## Task to carry out
Return the tail of the records exactly, starting from the line containing "for (const [x, y, w]" and ending with the final line.
[The data — start]
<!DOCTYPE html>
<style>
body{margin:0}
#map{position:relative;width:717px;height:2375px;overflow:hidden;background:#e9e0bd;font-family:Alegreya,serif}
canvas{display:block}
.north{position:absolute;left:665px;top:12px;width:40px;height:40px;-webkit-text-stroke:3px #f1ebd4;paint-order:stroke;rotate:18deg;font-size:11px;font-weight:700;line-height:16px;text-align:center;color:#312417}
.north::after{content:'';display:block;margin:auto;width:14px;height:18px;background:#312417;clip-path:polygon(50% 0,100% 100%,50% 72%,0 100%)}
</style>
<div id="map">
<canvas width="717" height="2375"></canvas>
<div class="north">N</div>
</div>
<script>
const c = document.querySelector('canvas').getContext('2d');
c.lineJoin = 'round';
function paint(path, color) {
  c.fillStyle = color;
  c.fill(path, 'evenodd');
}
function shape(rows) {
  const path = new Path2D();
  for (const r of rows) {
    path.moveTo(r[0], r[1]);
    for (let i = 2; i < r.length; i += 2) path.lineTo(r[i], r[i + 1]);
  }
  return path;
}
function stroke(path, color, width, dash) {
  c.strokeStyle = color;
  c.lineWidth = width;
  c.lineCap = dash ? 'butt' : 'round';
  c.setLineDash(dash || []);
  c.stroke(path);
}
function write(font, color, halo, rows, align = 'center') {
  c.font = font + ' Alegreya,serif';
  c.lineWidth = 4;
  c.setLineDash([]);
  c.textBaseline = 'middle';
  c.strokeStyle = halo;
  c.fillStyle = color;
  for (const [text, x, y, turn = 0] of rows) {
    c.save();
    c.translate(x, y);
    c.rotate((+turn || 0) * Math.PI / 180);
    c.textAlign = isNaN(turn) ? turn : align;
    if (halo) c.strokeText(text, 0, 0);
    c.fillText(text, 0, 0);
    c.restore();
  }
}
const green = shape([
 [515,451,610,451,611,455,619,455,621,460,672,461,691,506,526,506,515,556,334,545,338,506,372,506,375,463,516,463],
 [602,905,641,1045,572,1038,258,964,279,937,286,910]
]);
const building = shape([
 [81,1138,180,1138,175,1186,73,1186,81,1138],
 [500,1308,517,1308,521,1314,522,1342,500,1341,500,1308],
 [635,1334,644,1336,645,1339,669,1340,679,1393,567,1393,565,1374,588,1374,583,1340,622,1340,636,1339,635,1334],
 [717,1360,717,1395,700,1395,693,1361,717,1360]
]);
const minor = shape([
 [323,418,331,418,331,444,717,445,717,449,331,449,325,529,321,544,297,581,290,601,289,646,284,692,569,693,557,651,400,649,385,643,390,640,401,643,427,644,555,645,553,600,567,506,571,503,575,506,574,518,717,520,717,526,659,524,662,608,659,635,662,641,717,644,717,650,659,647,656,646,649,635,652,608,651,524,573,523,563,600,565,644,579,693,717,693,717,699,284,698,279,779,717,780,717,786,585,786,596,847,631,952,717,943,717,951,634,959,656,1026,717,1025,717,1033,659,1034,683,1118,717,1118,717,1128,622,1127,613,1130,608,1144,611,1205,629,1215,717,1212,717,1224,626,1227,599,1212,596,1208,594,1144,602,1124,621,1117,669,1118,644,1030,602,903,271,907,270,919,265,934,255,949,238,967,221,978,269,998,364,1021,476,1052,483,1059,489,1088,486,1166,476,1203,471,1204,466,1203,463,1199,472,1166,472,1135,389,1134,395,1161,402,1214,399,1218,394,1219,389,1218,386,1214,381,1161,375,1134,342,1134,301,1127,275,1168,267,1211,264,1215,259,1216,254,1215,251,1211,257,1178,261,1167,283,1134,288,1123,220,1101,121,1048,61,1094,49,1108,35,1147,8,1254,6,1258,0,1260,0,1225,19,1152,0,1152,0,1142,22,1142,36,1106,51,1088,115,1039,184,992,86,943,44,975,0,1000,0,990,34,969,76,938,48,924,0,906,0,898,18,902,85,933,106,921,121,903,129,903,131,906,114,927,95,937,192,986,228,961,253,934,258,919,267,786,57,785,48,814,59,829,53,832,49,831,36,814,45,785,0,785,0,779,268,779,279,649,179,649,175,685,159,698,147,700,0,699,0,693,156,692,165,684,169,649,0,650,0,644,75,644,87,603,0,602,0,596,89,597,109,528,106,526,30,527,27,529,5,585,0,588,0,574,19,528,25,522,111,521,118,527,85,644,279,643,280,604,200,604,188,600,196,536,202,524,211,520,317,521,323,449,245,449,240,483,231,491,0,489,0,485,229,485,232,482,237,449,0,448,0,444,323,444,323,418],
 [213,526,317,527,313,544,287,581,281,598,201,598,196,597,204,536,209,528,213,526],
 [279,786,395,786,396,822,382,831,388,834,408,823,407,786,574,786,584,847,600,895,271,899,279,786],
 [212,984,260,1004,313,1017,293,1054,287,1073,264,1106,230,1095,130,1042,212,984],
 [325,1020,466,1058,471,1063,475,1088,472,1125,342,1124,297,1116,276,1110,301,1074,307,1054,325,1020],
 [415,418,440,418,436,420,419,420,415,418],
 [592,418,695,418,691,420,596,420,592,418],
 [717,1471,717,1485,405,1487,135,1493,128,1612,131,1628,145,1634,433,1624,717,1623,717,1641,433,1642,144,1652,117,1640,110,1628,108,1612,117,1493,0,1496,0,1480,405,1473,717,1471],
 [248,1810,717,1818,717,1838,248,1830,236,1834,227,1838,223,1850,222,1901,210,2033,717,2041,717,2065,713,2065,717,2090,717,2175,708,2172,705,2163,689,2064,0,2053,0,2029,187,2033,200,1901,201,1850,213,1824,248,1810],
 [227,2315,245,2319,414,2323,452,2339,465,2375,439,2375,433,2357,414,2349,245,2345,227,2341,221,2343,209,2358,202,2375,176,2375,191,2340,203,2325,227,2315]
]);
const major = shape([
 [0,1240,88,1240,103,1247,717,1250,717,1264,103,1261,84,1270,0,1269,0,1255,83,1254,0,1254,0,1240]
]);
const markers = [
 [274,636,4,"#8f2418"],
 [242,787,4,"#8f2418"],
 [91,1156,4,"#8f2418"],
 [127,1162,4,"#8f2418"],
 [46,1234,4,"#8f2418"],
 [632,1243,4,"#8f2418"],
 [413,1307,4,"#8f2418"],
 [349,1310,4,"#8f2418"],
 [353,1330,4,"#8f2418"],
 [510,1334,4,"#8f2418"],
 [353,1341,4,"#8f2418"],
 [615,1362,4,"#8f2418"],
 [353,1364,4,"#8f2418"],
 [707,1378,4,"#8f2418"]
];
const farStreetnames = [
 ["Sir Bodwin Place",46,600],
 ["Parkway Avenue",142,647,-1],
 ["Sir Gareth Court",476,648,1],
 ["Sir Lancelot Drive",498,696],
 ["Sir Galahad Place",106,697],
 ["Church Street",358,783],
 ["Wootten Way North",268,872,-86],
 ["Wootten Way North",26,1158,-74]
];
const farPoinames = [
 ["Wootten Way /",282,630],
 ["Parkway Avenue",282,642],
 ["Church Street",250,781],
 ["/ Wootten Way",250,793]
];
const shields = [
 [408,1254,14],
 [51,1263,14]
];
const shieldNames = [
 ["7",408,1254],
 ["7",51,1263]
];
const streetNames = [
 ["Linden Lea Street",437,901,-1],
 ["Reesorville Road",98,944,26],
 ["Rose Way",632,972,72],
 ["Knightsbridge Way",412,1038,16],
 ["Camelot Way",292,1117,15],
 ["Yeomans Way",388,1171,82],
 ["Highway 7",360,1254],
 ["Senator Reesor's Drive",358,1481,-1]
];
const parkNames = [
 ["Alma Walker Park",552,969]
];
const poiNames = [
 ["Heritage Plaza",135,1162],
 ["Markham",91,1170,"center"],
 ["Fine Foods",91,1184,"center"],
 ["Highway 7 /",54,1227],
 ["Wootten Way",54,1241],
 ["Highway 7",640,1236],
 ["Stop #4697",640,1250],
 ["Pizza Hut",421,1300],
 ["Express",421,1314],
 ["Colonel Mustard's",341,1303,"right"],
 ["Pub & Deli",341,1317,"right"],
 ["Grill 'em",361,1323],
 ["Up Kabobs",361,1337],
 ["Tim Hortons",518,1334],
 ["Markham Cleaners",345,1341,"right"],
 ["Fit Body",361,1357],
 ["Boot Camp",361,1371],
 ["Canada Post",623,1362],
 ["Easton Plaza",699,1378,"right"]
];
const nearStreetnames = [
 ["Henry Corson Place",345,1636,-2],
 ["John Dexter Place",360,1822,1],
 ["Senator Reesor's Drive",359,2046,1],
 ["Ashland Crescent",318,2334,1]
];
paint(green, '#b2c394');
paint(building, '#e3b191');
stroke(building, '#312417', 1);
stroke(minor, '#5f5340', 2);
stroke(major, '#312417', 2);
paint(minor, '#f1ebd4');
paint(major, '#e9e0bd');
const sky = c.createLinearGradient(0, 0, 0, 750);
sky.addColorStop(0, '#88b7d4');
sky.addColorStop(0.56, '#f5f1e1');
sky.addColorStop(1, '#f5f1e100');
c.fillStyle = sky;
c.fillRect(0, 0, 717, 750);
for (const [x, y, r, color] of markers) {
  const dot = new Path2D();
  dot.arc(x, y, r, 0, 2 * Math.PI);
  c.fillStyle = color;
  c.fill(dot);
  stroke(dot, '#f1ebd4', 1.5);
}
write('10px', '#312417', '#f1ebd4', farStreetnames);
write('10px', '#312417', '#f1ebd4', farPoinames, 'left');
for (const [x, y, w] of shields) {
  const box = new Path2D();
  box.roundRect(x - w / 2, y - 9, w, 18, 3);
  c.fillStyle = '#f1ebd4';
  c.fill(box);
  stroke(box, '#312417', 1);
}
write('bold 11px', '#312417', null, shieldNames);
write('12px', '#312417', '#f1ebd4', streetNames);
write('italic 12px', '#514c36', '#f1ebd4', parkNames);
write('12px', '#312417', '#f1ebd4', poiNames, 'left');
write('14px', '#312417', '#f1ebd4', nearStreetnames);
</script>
[The data — finish]
## Task output
for (const [x, y, w] of shields) {
  const box = new Path2D();
  box.roundRect(x - w / 2, y - 9, w, 18, 3);
  c.fillStyle = '#f1ebd4';
  c.fill(box);
  stroke(box, '#312417', 1);
}
write('bold 11px', '#312417', null, shieldNames);
write('12px', '#312417', '#f1ebd4', streetNames);
write('italic 12px', '#514c36', '#f1ebd4', parkNames);
write('12px', '#312417', '#f1ebd4', poiNames, 'left');
write('14px', '#312417', '#f1ebd4', nearStreetnames);
</script>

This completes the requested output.